[Opening INFORMATION section]
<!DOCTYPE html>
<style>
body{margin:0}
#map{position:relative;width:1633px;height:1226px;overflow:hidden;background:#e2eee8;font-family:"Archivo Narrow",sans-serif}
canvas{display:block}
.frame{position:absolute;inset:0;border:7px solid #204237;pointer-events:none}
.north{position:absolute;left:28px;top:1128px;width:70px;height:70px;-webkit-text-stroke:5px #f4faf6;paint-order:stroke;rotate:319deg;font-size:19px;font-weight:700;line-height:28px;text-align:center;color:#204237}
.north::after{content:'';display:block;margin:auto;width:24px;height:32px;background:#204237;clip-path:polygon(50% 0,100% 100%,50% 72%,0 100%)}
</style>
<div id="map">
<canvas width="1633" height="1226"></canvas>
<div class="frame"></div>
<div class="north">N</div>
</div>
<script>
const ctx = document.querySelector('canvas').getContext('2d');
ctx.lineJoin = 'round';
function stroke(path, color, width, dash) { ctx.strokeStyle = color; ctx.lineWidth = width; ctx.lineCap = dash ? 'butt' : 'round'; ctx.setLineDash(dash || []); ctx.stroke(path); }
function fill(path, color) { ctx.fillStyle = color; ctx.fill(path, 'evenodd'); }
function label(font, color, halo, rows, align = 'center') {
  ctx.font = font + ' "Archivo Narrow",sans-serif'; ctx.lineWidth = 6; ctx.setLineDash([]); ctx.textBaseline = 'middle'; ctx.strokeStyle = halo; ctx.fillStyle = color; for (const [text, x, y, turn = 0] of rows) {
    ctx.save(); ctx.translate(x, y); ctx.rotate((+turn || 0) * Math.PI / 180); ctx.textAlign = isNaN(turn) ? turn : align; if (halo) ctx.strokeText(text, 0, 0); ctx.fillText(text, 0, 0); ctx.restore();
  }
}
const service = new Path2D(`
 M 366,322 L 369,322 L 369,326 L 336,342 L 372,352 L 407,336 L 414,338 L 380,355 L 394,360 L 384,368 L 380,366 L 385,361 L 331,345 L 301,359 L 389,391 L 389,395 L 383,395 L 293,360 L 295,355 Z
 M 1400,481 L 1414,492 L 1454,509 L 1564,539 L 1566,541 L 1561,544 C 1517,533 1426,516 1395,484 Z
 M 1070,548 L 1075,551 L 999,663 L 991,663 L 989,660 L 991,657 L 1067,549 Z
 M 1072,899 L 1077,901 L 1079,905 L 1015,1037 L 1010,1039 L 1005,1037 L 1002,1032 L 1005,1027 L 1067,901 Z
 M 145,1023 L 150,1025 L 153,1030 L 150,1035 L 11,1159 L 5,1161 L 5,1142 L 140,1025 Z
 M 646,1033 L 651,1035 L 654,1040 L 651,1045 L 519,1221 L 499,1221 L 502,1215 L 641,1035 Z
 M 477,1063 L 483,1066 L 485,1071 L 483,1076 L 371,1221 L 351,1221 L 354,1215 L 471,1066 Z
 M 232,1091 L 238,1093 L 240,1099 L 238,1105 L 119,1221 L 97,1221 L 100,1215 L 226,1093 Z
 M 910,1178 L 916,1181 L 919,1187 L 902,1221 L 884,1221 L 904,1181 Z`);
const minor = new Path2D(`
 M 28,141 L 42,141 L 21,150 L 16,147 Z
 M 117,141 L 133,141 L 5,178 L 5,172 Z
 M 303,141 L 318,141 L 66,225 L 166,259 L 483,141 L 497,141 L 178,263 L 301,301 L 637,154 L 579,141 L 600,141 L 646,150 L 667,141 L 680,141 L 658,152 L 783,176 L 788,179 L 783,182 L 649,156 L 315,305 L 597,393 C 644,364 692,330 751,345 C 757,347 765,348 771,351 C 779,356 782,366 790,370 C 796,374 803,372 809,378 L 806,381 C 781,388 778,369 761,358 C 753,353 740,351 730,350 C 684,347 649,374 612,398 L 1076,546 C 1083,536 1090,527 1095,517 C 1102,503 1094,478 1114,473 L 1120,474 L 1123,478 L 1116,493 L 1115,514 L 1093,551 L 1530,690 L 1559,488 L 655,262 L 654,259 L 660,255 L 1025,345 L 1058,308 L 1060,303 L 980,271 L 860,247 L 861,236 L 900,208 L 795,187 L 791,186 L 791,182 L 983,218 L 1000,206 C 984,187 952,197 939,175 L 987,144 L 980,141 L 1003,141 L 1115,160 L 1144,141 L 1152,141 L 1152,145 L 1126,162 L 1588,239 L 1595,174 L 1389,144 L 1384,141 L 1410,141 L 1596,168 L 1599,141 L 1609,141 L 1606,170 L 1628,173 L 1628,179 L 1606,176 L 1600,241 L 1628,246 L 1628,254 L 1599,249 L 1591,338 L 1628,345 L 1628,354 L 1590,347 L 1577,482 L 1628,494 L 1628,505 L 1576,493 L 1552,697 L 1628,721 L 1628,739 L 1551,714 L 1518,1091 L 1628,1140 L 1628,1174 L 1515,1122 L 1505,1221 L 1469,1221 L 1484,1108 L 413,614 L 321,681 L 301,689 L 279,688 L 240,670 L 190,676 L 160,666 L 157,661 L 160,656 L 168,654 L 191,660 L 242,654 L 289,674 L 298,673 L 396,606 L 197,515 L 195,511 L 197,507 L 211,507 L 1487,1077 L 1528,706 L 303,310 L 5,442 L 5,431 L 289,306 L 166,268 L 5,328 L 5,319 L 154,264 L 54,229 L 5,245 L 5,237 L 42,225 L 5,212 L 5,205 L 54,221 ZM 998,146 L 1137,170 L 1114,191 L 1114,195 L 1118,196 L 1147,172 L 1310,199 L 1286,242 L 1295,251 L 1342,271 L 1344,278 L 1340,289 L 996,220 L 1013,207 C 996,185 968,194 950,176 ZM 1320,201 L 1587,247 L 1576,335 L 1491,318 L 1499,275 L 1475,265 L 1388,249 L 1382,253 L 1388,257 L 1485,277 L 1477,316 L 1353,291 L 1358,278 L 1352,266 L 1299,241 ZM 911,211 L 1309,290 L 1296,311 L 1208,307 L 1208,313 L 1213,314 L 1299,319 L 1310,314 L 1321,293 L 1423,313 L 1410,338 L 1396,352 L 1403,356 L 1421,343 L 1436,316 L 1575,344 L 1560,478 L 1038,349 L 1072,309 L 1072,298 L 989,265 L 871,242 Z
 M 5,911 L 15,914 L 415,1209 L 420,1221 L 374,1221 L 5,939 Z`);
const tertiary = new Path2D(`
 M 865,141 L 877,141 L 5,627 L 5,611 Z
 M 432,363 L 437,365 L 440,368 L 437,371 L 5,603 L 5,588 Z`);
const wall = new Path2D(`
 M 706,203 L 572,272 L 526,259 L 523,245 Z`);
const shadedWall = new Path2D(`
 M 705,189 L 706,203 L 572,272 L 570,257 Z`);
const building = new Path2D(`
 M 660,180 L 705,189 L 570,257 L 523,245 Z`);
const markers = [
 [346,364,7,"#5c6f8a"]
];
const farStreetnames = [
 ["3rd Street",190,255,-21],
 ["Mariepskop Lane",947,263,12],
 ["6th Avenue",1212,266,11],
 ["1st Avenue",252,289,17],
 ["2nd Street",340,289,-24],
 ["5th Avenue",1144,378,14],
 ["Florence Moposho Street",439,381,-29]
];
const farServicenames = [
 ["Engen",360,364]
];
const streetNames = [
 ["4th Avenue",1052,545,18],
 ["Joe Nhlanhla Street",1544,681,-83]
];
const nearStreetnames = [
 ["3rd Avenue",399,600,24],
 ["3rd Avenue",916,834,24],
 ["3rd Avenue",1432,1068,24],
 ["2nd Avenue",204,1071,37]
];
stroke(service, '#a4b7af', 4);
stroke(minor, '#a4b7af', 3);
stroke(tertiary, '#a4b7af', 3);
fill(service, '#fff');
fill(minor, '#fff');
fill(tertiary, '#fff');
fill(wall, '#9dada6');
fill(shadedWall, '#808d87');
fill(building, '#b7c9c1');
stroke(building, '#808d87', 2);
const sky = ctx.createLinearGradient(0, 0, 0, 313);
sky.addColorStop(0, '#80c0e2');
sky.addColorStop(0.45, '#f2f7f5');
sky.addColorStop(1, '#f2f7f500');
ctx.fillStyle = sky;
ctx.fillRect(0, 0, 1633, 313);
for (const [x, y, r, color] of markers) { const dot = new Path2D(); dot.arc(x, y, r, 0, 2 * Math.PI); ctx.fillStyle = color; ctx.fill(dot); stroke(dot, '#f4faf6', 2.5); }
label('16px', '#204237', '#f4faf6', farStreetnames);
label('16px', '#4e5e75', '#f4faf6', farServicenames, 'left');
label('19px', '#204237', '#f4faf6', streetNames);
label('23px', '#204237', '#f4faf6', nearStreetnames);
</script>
[Closing INFORMATION section]
Check each line above for the string "addColorStop" and copy the ones that have it.

sky.addColorStop(0, '#80c0e2');
sky.addColorStop(0.45, '#f2f7f5');
sky.addColorStop(1, '#f2f7f500');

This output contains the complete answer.